Oprah Winfrey: ‘I worry about where we are as a country’

Oprah Winfrey said she’s worried about the United States. 

Speaking in an upcoming podcast, "Mind Body Zone: Living Outside the Box," hosted by self help guru, Deepak Chopra, Winfrey shared concerns that the country is headed in the wrong direction. 

When asked by Chopra if she’s "afraid of anything," Winfrey responds "I worry about the country. I worry about where we are as a country." 

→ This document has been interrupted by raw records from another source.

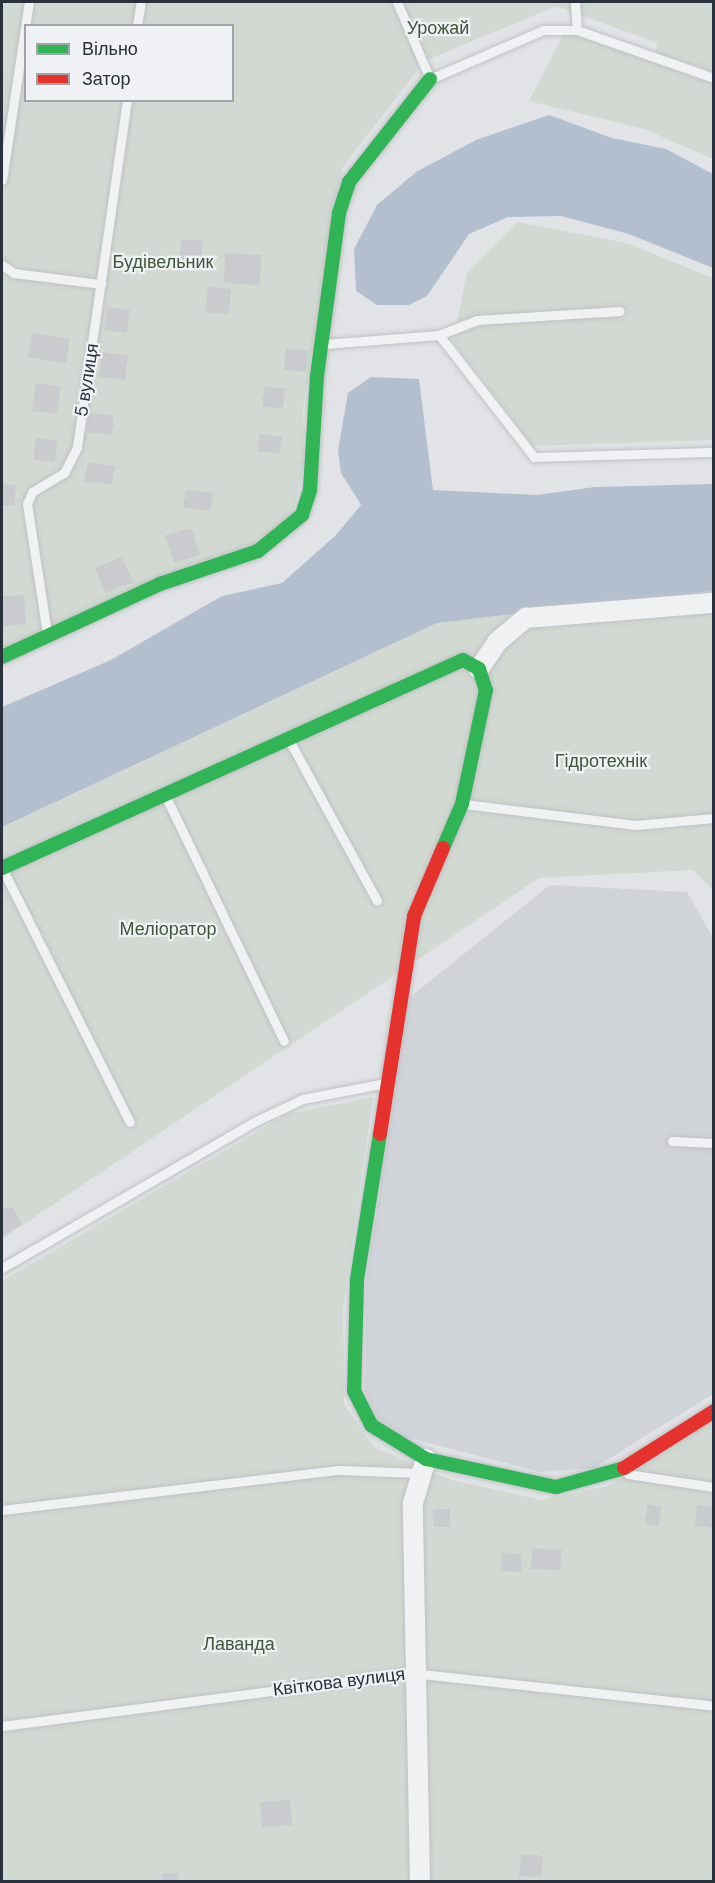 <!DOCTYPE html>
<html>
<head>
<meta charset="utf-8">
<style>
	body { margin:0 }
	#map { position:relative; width:715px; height:1883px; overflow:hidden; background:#e1e3e6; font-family:"DM Sans",sans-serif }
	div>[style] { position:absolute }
	.built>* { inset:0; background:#d0d3d8 }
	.green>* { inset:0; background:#d2d9d2 }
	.water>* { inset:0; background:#b3bfce }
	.building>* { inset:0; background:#cacbce }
	.roads { filter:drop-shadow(0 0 2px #bfc1c4) drop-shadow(0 0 2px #bfc1c4) }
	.lane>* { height:9px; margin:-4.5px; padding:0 4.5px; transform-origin:4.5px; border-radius:4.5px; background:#f0f1f3 }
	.street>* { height:20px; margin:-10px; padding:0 10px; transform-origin:10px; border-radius:10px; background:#f0f1f3 }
	.fast>* { height:14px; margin:-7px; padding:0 7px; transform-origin:7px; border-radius:7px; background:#30b455 }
	.jam>* { height:14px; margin:-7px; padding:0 7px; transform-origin:7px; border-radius:7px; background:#e5322d }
	span { translate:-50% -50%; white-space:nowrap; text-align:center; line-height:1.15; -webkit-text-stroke:4.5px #eff1f5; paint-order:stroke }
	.park-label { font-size:18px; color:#3f5639 }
	.street-label { font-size:18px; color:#2a313c }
	.frame { position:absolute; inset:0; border:3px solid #2a313c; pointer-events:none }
	.legend { position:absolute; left:24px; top:24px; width:210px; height:78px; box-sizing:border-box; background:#eff1f5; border:2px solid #a0a4ab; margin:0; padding:8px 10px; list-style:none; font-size:18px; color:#2a313c }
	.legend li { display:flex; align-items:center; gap:12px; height:30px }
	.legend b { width:30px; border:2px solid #a0a4ab }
</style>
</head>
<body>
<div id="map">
	<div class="built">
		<div style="clip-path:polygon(550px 885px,687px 892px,713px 938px,713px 1394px,594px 1468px,541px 1472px,405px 1437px,378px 1419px,365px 1392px,367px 1276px,409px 998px)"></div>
	</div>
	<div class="green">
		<div style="clip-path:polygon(evenodd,2px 2px,713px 2px,713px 159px,644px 129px,529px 101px,565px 31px,654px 62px,657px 43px,556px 6px,425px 61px,342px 168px,303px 408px,304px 463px,292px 518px,252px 546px,2px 650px,2px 2px,26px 26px,232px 26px,232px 100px,26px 100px,26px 26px)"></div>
		<div style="clip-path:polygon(517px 222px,627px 243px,713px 278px,713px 440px,533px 446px,453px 342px,467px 272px)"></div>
		<div style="clip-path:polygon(713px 591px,713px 890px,693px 870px,539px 878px,2px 1239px,2px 827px,437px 623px)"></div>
		<div style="clip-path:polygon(373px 1097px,343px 1308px,344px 1404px,374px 1447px,448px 1479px,542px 1500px,608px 1486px,713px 1420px,713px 1881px,2px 1881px,2px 1281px,287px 1114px)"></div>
	</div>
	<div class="water">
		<div style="clip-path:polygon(549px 115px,612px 138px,666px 149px,713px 174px,713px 268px,629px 234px,561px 216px,508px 217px,469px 234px,427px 296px,409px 305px,377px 305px,356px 291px,354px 249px,377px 205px,416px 172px,476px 140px)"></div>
		<div style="clip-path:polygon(371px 377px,419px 379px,433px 490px,537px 495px,595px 487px,713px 484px,713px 591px,437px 623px,2px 827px,2px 707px,111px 660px,222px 596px,282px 583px,335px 536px,361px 505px,341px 473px,338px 450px,348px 393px)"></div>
	</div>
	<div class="building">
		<div style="clip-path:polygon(182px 239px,203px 241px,200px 263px,179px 260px)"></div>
		<div style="clip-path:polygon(225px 253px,261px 255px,260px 285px,224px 283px)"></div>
		<div style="clip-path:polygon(208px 287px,231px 289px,229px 314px,205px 312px)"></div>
		<div style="clip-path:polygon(108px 307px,130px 310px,127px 333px,105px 330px)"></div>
		<div style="clip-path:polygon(32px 333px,70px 339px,66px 363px,28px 357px)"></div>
		<div style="clip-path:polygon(286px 348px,308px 351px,306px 372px,284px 370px)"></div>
		<div style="clip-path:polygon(102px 352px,128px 355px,125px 380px,99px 377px)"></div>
		<div style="clip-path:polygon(36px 383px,61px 386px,57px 414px,32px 411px)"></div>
		<div style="clip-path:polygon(264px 387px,285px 388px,283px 408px,262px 407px)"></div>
		<div style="clip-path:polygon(89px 413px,114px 415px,112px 435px,87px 432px)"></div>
		<div style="clip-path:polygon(260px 434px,282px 437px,279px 454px,257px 451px)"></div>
		<div style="clip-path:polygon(36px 438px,57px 441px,55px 462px,33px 460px)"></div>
		<div style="clip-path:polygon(88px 462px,115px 466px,112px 485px,84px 481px)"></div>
		<div style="clip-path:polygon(2px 484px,16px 485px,14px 506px,2px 505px)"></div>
		<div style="clip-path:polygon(186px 490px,213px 493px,211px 511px,183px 508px)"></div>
		<div style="clip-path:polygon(191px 528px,200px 555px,174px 563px,165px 536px)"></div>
		<div style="clip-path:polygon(122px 557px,133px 582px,105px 593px,95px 568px)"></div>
		<div style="clip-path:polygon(24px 595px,26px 624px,2px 626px,2px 596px)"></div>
		<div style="clip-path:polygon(13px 1207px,22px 1224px,2px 1236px,2px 1209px)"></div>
		<div style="clip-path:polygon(647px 1504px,661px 1506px,659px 1526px,645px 1524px)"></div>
		<div style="clip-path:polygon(697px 1505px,714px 1507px,714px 1528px,695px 1526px)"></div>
		<div style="clip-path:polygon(433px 1509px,450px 1509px,450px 1527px,434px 1527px)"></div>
		<div style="clip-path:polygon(532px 1548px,562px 1550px,560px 1570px,531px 1569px)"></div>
		<div style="clip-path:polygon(502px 1553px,522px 1554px,521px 1572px,501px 1571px)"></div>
		<div style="clip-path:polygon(290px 1800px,292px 1825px,262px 1827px,260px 1802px)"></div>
		<div style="clip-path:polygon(521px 1854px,543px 1856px,541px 1877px,519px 1876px)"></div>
		<div style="clip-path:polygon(178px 1873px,178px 1882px,162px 1882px,162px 1874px)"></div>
	</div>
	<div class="roads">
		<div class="lane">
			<div style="left:397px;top:2px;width:84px;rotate:66.8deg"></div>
			<div style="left:430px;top:79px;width:123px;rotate:-23.4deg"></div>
			<div style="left:543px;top:30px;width:34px"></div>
			<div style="left:577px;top:30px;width:145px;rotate:19.3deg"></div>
			<div style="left:575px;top:2px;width:28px;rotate:86deg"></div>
			<div style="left:137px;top:26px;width:24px;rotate:-81deg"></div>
			<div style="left:2px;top:180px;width:180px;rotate:-81.4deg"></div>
			<div style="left:2px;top:265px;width:14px;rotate:34deg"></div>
			<div style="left:14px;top:273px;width:88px;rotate:7.2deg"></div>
			<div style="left:439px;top:335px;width:155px;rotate:52.1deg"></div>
			<div style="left:534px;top:457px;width:180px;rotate:-1.6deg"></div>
			<div style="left:325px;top:344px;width:114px;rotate:-4.5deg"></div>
			<div style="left:439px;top:335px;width:41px;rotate:-21.5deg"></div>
			<div style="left:477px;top:320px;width:143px;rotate:-3.6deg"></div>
			<div style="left:47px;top:633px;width:131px;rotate:-98.8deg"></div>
			<div style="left:27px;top:504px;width:13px;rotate:-67deg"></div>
			<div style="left:32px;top:492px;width:37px;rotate:-31deg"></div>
			<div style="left:64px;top:473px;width:29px;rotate:-63deg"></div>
			<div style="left:77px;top:447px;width:351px;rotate:-81.8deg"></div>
			<div style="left:289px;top:740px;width:183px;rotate:61.3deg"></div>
			<div style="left:165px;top:795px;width:273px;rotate:64.2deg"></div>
			<div style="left:464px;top:804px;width:173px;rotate:7deg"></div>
			<div style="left:636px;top:825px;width:78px;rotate:-5.1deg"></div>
			<div style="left:3px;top:870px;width:282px;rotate:63.3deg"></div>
			<div style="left:672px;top:1141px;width:42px;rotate:2.7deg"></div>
			<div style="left:2px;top:1268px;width:293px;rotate:-30.1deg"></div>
			<div style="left:256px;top:1121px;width:52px;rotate:-25.1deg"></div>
			<div style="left:303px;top:1099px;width:84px;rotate:-11deg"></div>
			<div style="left:628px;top:1474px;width:87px;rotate:8.6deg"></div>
			<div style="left:2px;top:1510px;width:339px;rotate:-6.8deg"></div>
			<div style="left:339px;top:1470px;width:82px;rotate:2.1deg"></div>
			<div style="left:2px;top:1726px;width:413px;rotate:-7.4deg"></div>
			<div style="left:412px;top:1673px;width:304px;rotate:6.2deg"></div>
		</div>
		<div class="street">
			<div style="left:479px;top:669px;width:32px;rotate:-56deg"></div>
			<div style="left:497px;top:642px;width:38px;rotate:-40deg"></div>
			<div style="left:526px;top:618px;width:189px;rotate:-4.6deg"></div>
			<div style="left:420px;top:1882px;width:379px;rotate:-91.1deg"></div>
			<div style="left:413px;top:1503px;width:46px;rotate:-73.5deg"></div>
		</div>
		<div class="fast">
			<div style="left:2px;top:657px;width:174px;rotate:-24.8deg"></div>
			<div style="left:160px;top:584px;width:103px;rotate:-18.6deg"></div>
			<div style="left:258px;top:551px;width:57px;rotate:-39.3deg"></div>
			<div style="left:302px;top:515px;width:26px;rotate:-72deg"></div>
			<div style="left:310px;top:490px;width:114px;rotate:-86.5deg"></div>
			<div style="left:317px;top:376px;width:164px;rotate:-82.3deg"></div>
			<div style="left:339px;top:213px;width:33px;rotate:-72deg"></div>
			<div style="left:349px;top:182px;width:131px;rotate:-51.8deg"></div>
			<div style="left:2px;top:868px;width:506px;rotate:-24.28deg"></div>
			<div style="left:463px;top:660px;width:18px;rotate:29deg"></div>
			<div style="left:479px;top:669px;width:22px;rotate:72deg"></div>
			<div style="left:486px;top:690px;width:116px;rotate:101.9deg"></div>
			<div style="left:462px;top:804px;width:48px;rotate:113.4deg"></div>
			<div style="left:380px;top:1134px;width:148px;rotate:99deg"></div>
			<div style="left:357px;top:1280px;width:111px;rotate:91.5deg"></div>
			<div style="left:354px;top:1391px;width:38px;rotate:63deg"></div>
			<div style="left:371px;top:1425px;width:65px;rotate:31.7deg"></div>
			<div style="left:426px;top:1459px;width:133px;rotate:12.2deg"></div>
			<div style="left:556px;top:1487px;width:71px;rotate:-15.6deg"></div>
		</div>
		<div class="jam">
			<div style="left:380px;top:1134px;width:221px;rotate:-81.1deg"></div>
			<div style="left:414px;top:916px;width:74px;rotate:-66.9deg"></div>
			<div style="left:624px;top:1468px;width:107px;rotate:-32.3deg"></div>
		</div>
	</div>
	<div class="park-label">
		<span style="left:438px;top:28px">Урожай</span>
		<span style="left:163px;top:262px">Будівельник</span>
		<span style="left:601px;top:761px">Гідротехнік</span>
		<span style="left:168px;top:929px">Меліоратор</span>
		<span style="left:239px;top:1644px">Лаванда</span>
	</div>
	<div class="street-label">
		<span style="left:87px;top:380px;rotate:-81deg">5 вулиця</span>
		<span style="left:339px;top:1682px;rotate:-7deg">Квіткова вулиця</span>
	</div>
	<div class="frame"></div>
	<ul class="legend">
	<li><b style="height:8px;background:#30b455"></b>Вільно</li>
	<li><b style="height:8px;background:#e5322d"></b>Затор</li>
	</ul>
</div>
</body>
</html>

"And the word isn't even worry. I see the distance and the inability of various sides and factions to hear each other. I can see this kind of spiraling into the lack of truth on the part of a lot of individuals and you and I both know that can lead ultimately to no good," Winfrey adds. 

Winfrey went on to explain that while the state of the nation takes up much space in her mind, she isn’t afraid. 

RELATED: ‘Wake-up call’: Doomsday Clock remains at 100 seconds to midnight amid COVID-19 pandemic, political strife

"I think about those things, but I don't fear those things," Winfrey said. 

So what helps her sleep at night? The "totality of her life" she says. 

"The favor and the hand of something, the energetic force field of something other than my own mind and personality are at work here," Winfrey said. 

Between the ongoing COVID-19 pandemic and the existential threat of climate change, Winfrey’s concerns may not be entirely unwarranted or isolated. 

An intelligence forecast from the National Intelligence Council published in April paints a grim picture of a world fragmented by the lasting impacts of the these threats to humanity. 

The report — published every four years — is titled "Global Trends," and was released on Thursday by the National Intelligence Council. It is intended to help policymakers and citizens anticipate the economic, environmental, technological and demographic forces likely to shape the world through the next 20 years.

During the past year, the COVID-19 pandemic has reminded the world of its fragility and demonstrated the inherent risks of high levels of interdependence. In coming years and decades, the world will face more intense and cascading global challenges ranging from disease to climate change to the disruptions from new technologies and financial crises," the report read. 

RELATED: US intelligence report paints a grim picture of a post-COVID-19 world

Winfrey’s anxiety of the current trajectory of the U.S. and the National Intelligence Council’s dark forecast are among many warnings from the intelligence community and scientists are urging the U.S. and other countries to address a variety of issues before it’s too late.

In January, the Doomsday Clock was set to 100 seconds to midnight, the closest symbolic point to humanity’s destruction since the Cold War when the U.S. and Soviet Union tested their first thermonuclear weapons.

The decision to move the hands of the clock is made by the Bulletin of the Atomic Scientists’ Science and Security Board in correspondence with the Bulletin’s board of sponsors, which consist of 13 Nobel Laureates. 

The time is unchanged from 2020, when the hands move the closest to midnight in the clock’s history.

On Jan. 23, the Bulletin of Atomic Scientists announced the decision, saying the mishandling of the ongoing coronavirus pandemic is a "wake-up call" that "governments, institutions, and a misled public remain unprepared to handle the even greater threats posed by nuclear war and climate change."